This section is from the book "Plants And Their Uses - An Introduction To Botany", by Frederick Leroy Sargent. Also available from Amazon: Plants And Their Uses; An Introduction To Botany.
Part 80. Fuel, whether as a source of heat or of power, being indispensable to the carrying on of almost every industry, and being also a necessity for steam-transportation, for the heating of buildings, and for cooking, it is plain that civilization could not have developed as it has, nor could it possibly go on, without this source of heat,
Anything which burns readily in the air will serve as fuel; and, indeed, various sorts of refuse are thus utilized: for example, wheat straw is made to run steam threshing-machines, and the crushed stalks of sugar-cane are used in the boiling of the juice. But, in general, wood, peat, and coal, and their products, charcoal, coke, and illuminating gas, are the fuels most extensively used.

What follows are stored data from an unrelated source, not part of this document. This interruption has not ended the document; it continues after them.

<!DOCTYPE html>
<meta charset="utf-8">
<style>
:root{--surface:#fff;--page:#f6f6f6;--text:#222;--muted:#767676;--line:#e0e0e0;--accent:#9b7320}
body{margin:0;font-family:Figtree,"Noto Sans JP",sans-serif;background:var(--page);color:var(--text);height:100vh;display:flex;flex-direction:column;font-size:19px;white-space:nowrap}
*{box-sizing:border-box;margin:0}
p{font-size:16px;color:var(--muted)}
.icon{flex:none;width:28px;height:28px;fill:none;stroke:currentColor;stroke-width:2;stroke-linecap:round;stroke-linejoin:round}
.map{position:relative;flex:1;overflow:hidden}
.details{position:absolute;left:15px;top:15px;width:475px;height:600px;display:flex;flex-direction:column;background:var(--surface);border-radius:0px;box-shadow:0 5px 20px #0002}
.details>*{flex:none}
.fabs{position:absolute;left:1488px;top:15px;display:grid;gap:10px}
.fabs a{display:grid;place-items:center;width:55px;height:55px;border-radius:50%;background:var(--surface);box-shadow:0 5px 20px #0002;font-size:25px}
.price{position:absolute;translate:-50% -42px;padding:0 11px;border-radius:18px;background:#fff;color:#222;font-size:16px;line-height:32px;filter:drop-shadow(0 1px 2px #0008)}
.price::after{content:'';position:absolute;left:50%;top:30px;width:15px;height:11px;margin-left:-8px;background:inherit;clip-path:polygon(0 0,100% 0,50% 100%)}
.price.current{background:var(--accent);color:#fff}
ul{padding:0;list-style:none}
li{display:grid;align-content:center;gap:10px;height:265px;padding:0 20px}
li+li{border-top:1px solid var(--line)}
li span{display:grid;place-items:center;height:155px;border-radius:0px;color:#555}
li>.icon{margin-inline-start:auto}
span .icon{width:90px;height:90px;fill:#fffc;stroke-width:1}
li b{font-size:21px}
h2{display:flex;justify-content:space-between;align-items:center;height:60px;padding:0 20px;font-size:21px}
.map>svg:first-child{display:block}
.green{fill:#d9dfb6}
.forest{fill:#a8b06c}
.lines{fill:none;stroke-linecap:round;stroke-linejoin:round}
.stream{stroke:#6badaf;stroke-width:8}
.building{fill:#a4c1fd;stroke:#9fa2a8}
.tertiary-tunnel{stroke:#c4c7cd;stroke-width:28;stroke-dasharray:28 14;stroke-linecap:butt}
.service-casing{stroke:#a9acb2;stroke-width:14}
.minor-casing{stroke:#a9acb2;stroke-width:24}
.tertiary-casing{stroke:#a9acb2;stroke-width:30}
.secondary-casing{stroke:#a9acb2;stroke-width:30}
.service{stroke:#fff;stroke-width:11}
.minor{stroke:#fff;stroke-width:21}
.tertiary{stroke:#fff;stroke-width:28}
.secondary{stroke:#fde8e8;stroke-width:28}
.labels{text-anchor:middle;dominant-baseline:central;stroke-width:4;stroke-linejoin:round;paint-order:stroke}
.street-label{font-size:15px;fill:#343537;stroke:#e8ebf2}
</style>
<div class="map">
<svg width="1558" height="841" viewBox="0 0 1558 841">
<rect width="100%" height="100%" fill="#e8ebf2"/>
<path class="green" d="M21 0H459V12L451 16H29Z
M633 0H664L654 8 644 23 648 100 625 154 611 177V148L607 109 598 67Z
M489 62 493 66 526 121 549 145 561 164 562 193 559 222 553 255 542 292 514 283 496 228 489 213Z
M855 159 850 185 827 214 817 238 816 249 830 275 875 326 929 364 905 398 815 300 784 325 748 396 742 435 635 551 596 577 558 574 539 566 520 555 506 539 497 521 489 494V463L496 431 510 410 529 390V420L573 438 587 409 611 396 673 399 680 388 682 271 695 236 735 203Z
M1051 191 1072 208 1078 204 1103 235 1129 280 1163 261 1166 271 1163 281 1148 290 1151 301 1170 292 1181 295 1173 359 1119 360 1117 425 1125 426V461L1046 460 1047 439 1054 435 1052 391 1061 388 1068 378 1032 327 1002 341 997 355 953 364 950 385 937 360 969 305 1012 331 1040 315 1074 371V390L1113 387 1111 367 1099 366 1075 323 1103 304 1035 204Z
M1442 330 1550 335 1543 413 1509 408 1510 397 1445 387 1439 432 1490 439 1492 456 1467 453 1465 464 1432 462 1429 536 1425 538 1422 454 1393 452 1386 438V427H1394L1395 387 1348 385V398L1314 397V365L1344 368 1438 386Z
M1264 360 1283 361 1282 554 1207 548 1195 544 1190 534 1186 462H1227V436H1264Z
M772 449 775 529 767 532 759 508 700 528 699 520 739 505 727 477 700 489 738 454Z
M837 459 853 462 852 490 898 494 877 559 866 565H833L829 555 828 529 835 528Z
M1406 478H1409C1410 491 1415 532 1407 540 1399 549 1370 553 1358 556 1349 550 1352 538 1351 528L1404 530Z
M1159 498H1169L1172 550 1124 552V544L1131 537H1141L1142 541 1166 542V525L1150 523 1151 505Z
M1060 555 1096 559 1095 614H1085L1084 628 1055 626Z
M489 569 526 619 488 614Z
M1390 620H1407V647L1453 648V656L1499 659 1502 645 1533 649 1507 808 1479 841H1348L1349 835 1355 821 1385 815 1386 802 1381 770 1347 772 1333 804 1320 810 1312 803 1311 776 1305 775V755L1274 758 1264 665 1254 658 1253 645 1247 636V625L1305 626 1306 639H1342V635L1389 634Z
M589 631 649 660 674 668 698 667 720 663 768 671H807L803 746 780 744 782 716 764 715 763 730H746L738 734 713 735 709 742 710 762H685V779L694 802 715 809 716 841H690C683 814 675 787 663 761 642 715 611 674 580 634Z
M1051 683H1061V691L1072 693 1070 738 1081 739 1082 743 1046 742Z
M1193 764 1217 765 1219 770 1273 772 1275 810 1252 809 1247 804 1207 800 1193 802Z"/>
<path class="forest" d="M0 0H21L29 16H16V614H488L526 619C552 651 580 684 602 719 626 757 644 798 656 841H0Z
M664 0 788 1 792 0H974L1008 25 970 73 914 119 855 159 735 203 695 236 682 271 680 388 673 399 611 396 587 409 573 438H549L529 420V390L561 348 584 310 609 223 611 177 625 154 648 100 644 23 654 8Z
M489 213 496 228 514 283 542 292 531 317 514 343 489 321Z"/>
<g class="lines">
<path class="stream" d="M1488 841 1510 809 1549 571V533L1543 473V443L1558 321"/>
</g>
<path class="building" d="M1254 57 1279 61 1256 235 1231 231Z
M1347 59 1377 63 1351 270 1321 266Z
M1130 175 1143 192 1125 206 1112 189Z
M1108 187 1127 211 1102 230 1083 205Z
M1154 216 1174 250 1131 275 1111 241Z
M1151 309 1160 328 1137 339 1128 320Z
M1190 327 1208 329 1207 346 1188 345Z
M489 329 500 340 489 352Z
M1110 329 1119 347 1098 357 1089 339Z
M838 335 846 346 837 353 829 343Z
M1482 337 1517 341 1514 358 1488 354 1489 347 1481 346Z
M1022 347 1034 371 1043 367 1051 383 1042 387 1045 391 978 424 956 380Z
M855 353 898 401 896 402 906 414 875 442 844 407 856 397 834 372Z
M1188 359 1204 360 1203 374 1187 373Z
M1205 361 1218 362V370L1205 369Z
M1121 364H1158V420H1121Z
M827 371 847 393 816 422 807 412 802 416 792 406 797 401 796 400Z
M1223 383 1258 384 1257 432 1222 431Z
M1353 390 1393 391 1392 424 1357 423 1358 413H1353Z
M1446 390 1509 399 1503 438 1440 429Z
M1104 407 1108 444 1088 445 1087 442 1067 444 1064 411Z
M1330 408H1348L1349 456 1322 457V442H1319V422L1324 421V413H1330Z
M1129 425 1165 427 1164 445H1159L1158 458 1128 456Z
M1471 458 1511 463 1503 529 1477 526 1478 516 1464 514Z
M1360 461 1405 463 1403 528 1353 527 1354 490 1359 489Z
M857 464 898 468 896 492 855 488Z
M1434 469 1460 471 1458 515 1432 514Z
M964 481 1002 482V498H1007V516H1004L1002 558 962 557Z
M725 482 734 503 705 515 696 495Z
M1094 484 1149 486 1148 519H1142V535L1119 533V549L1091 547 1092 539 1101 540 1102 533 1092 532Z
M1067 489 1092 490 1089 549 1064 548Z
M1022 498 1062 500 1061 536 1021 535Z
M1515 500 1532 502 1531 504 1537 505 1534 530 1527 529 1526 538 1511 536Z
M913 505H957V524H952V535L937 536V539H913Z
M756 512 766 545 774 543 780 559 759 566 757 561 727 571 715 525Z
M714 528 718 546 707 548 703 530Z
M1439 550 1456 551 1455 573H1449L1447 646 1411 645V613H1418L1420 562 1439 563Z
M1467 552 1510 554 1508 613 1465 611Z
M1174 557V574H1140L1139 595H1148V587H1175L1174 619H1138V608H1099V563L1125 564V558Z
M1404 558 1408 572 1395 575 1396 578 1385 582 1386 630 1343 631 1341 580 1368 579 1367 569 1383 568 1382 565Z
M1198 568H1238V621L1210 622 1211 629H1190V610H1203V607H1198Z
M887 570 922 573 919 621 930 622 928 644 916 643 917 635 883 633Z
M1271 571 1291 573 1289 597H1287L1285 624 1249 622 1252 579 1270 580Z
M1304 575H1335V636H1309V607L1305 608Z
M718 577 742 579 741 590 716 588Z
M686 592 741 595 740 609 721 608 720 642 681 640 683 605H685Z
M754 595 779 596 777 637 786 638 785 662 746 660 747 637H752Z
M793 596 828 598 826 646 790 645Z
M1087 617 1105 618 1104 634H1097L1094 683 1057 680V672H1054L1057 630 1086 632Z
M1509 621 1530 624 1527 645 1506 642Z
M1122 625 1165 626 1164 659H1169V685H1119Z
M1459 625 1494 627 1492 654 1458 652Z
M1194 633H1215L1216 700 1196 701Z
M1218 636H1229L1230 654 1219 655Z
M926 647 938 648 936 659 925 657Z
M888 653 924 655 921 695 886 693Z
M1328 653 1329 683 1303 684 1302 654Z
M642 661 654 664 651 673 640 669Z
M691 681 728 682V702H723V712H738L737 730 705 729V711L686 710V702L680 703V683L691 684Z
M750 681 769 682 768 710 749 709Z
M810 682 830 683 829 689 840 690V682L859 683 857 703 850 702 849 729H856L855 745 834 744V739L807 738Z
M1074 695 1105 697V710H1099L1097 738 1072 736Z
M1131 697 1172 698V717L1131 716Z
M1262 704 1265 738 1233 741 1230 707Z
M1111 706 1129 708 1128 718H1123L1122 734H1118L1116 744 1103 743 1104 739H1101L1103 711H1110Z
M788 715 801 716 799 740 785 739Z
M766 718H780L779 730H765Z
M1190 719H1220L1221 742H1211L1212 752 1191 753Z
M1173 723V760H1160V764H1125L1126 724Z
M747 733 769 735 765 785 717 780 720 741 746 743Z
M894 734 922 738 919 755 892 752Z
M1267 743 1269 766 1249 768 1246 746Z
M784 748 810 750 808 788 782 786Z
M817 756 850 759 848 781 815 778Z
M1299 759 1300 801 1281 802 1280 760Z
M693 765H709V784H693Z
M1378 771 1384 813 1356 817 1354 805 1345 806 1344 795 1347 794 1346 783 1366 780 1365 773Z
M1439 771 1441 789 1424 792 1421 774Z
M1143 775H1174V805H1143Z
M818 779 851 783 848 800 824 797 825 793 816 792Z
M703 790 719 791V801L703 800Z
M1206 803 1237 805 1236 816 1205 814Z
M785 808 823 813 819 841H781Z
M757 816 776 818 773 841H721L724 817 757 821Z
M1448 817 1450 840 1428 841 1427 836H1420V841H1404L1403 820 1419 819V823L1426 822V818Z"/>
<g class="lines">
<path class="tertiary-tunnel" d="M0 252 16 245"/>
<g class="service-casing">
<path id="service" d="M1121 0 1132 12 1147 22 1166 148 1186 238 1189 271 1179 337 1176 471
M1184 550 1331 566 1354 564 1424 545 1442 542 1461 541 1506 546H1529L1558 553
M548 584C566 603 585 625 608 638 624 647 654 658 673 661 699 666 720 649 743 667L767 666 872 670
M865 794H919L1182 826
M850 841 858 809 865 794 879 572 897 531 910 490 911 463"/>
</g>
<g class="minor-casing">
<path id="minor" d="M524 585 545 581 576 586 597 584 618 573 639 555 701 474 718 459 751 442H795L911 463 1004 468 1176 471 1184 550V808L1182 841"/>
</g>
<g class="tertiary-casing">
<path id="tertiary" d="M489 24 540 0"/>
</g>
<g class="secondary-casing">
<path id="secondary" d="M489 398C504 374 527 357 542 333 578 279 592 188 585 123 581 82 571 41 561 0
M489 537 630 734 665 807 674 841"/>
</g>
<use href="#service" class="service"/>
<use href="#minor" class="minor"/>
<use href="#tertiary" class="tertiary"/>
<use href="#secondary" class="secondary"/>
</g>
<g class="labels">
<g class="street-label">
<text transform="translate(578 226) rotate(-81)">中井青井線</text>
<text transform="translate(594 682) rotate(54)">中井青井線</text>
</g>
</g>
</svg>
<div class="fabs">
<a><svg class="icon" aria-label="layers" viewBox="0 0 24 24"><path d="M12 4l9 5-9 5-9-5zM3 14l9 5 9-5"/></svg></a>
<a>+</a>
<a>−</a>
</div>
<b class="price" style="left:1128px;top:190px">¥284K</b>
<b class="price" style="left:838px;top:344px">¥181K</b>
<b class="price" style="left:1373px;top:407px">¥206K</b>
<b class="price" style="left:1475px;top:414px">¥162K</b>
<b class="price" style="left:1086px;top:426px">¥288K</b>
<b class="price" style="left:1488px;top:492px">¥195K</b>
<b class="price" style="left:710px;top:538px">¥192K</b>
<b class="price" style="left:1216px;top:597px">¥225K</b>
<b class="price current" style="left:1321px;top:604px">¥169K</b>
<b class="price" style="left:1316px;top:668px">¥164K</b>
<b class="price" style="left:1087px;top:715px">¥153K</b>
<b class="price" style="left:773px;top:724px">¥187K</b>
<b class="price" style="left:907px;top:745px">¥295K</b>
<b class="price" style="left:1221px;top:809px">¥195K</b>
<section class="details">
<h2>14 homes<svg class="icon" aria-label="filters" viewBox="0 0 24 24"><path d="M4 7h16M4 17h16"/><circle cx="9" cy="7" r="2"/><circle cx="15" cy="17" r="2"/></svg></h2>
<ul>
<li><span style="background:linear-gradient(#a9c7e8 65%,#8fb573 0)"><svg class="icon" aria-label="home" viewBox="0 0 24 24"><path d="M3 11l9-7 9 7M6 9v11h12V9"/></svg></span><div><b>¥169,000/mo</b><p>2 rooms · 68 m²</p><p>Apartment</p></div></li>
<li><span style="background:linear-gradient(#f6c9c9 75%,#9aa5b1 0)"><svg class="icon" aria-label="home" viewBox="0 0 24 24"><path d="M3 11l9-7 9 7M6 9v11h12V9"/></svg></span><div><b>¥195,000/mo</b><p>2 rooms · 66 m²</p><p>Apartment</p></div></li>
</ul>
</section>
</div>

Peat consists of the more or less carbonized and compacted deposits of vegetable substances which accumulate in bogs and marshes, and, in the presence of water, slowly decompose. Peat-bogs form chiefly in northern countries. Near the surface they consist largely of moss like that shown in Fig. 227 with which, however, a number of other plants are found growing. In the deeper layers that have been buried for a long period of time, the material is so transformed as to be like a soft, brown coal. In regions where wood is scarce peat is highly valued as a fuel. It is commonly more bulky than wood, and has from 5 to 15 times as much ash. Its heating power is about the same.
Illuminating-gas is made by subjecting coal or wood to a high temperature in a retort, and collecting and purifying the gas given off. For obvious reasons coal-gas has proved to be a most convenient fuel especially adapted for household use in large cities.
The study of fuels leads one to think not only of the forests of to-day and of bog-plants that lived perhaps hundreds of years ago, but in imagination one is led back to strange forests which disappeared from the earth many thousands of years ago and became turned to stone. Therefore, if we ask ourselves, Whence comes this material that men burn to get heat and power? the answer is, From the bodies of plants, some of which lived ages before the coming of mankind. And if we further ask, Whence comes the energy which all these plants have stored in their bodies, and left for us to set free? students of nature tell us, From the sun. That is to say, plants with foliage are the sunbeam-traps of our planet, and except for their marvelous ability to lock the energy of sunshine into the material of food and fuel, the life of the world as we know it would be impossible. How plants are able thus to store up sunshine, and why they do it, are questions to be answered only by the study of their processes of life.